If that's the case, then I did misinterpret your comments as saying it can't be done. But, I don't think it's really complicated regardless of whatever "ok but now it must encode choice points in its state" are thrown at it - it's just a state-to-state transition look-up table.

> so compiling a sudoku solver to a Markov chain requires more than just tracking the board state in the context.

As noted, you can keep all the same variables as a regular Sudoku solver as part of the Markov chain's state and transition instruction-by-instruction, if that's what you want.

If you mean inputs from a user, the same is true of LLMs which are typically ran interactively. Either model the whole universe including the user as part of state transition table (maybe impossible, depending on your beliefs about the universe), or have user interaction take the current state, modify it, and use it as initial state for a new run of the Markov chain.

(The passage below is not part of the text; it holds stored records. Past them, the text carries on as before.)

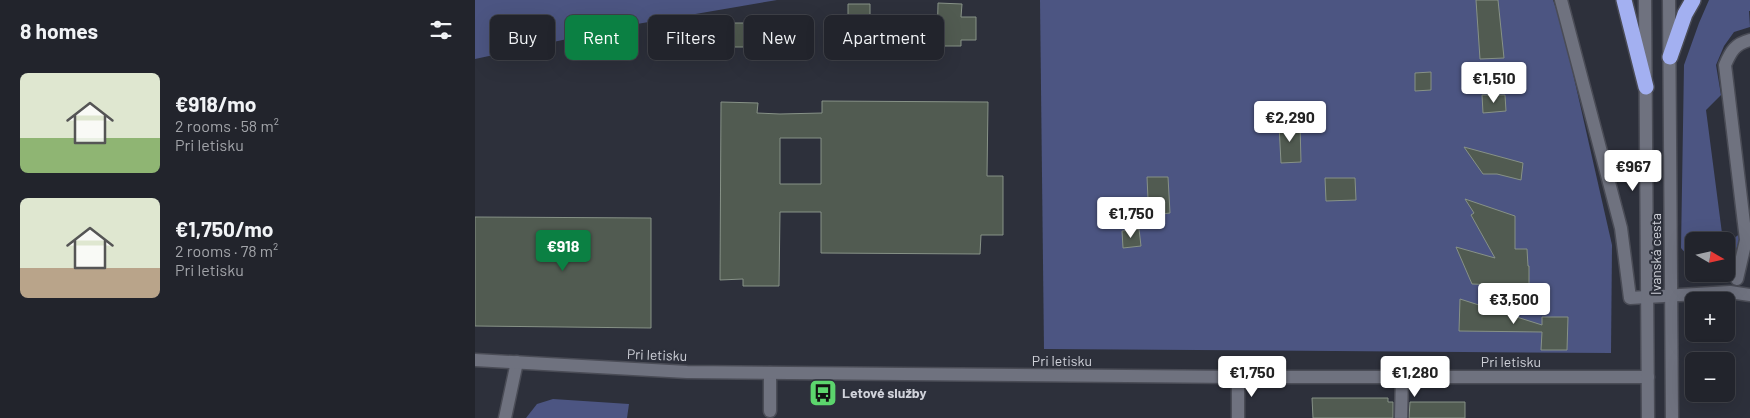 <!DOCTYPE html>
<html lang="en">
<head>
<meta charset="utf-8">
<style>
	body { margin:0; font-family:Barlow,sans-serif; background:#2a2c34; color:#f1f3f6; height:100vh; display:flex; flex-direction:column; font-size:19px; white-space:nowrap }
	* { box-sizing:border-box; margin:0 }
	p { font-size:16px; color:#a2a4a9 }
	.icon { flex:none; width:28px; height:28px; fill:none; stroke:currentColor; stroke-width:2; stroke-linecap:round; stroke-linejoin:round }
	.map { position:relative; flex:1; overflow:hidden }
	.panel { display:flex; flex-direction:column; background:#22242c; width:475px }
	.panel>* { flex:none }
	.guide { position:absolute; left:15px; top:15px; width:475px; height:45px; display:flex; gap:10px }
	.needle { width:32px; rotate:99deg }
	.tools { position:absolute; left:1210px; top:232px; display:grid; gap:10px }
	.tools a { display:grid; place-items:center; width:50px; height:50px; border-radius:8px; background:#22242c; box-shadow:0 5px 20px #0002,0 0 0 1px #3f4148; font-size:25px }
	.price { position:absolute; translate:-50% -42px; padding:0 11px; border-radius:5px; background:#fff; color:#222; font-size:16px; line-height:32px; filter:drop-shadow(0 1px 2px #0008) }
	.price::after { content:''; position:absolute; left:50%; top:30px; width:15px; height:11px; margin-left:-8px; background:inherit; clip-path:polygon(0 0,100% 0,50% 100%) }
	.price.selected { background:#0b8043; color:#fff }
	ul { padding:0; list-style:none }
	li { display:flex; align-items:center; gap:15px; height:125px; padding:0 20px }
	li span { display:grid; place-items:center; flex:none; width:140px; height:100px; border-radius:8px; color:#555 }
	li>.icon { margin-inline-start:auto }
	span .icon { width:60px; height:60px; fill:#fffc; stroke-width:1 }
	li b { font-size:21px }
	h2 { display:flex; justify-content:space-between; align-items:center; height:60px; padding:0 20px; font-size:21px }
	.tag { padding:0 18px; border-radius:8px; background:#22242c; box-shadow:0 5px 20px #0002,0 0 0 1px #3f4148; font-size:18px; line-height:45px }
	.tag.selected { background:#0b8043; color:#fff }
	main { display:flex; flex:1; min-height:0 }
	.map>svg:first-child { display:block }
	.green { fill:#4c5582 }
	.building { fill:#515b51; stroke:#879287; fill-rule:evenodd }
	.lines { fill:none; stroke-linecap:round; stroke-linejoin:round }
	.service-casing { stroke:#4a4c56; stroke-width:15 }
	.minor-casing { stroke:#4a4c56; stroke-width:15 }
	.tertiary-casing { stroke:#4a4c56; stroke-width:15 }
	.motorway-casing { stroke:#4a4c56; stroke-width:18 }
	.service { stroke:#6f727f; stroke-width:12 }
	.minor { stroke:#6f727f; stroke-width:12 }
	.tertiary { stroke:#6f727f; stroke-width:12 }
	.motorway { stroke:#a3b0f1; stroke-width:15 }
	.labels { text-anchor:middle; stroke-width:4; stroke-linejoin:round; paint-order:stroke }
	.street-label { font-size:14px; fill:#d0d2da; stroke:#2d303b }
	.poi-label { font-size:14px; font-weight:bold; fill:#d0d2da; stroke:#2d303b; text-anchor:start }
</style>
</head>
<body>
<main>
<section class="panel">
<h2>8 homes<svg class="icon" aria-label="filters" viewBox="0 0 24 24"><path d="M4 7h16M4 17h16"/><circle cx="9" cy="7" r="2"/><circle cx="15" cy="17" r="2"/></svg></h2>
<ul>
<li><span style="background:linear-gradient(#dfe7d0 65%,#8fb573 0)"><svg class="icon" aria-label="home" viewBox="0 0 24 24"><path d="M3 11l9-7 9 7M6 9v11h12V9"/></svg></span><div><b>€918/mo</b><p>2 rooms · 58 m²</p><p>Pri letisku</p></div></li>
<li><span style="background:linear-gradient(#dfe7d0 70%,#b9a48a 0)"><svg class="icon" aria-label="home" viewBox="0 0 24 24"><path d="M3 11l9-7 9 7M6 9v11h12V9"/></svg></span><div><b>€1,750/mo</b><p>2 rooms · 78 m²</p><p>Pri letisku</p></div></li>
</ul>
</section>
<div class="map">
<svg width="1275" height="418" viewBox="0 0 1275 418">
	<rect width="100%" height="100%" fill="#2d303b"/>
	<g class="green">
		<path d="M0 0H302L162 24 0 59Z"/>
		<path d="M565 0H1078L1087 25 1137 245 1136 353 569 349Z"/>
		<path d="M1234 0H1275V11H1274L1275 27 1259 32 1249 46 1241 65 1246 95 1231 110 1248 241H1219V263L1206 248 1209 65 1224 23Z"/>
		<path d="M1266 233 1260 254 1251 260V244Z"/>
		<path d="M78 399 154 404 152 418H51L62 404Z"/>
	</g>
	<g class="building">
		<path d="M1001 0H1023L1029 58 1005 59Z"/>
		<path d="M463 3 487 4 486 17H501V40H486V46H462Z"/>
		<path d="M373 4H395V45H373V39H356L357 17 373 16Z"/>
		<rect x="253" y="23" width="54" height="24"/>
		<path d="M956 72V90L940 91V73Z"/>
		<path d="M1007 95H1030L1031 111 1008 113Z"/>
		<path d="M347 101 513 102 512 176H528V235H506L505 254 346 253V212H305L304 286H268V279L245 280 246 102 283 103 282 113 305 114 347 113ZM305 138H346V184H305Z"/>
		<path d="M825 124 826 162 806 163 804 125Z"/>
		<path d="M989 147 1048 163 1046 180 1022 174H1008Z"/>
		<path d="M672 177H693L695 213 662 217 661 199H673Z"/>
		<path d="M850 178H880L881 200 851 201Z"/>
		<path d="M990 199 1040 216V249H1052L1053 266H1054V286L997 284 981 247 1020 258 996 215 999 213Z"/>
		<path d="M0 217 176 218V328L0 326Z"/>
		<path d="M664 229 666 246 648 248 647 231Z"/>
		<path d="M985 299 1067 325V317H1093L1092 350H1066L1067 332 984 331Z"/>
		<path d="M837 398H913V402H918V418H838Z"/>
		<path d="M935 402H990V418H934Z"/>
	</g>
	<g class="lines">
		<defs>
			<g id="service">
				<path d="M1086 0 1146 228 1155 298 1255 292 1275 295"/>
				<path d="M1262 279 1271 240 1250 65C1256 51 1260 44 1275 40"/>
				<path d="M295 373V411"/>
				<path d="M30 418 42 362"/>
			</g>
			<g id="minor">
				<path d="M0 360 212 372 763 377H1173"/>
				<path d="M763 377V418"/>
				<path d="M926 418 927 377"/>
			</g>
			<g id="tertiary">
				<path d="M1170 0 1173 418"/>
				<path d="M1194 0 1197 418"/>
			</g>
			<g id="motorway">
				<path d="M1149 0 1171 87"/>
				<path d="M1195 57 1210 14 1218 0"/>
			</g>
		</defs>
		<use href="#service" class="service-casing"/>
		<use href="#minor" class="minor-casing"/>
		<use href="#tertiary" class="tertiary-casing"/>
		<use href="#motorway" class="motorway-casing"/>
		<use href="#service" class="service"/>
		<use href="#minor" class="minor"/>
		<use href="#tertiary" class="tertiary"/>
		<use href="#motorway" class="motorway"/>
	</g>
	<defs>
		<symbol id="bus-square" viewBox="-11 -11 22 22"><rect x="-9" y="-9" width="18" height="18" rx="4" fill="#5cd56d" stroke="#2d303b"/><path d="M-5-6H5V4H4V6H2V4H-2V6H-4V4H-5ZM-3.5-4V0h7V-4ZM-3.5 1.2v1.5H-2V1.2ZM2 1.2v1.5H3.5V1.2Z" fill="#111"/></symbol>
	</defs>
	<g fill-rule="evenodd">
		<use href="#bus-square" x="332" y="377" width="32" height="32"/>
	</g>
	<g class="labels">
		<g class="street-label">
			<text transform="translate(1181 254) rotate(-90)" y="5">Ivanská cesta</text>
			<text transform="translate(182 355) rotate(2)" y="5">Pri letisku</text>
			<text x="587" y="366">Pri letisku</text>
			<text x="1036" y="367">Pri letisku</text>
		</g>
		<g class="poi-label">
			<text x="367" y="398">Letové služby</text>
		</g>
	</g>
</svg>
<div class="tools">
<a><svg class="needle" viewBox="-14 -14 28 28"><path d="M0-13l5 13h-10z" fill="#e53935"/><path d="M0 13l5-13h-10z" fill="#a2a4a9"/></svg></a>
<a>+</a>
<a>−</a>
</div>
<b class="price" style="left:1019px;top:104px">€1,510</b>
<b class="price" style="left:815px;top:143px">€2,290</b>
<b class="price" style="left:1158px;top:192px">€967</b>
<b class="price" style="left:656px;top:239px">€1,750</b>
<b class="price selected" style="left:88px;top:272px">€918</b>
<b class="price" style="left:1039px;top:325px">€3,500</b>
<b class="price" style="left:777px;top:398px">€1,750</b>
<b class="price" style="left:940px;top:398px">€1,280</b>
<div class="guide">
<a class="tag">Buy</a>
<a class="tag selected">Rent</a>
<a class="tag">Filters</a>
<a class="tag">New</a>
<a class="tag">Apartment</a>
</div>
</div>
</main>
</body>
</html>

measurablefunc 6 days ago | parent [-]

> As noted, you can keep all the same variables as a regular Sudoku solver

What are those variables exactly?

Ukv 6 days ago | parent [-]

For a depth-first solution (backtracking), I'd assume mostly just the partial solutions and a few small counters/indices/masks - like for tracking the cell we're up to and which cells were prefilled. Specifics will depend on the solver, but can be made part of Markov chain's state regardless.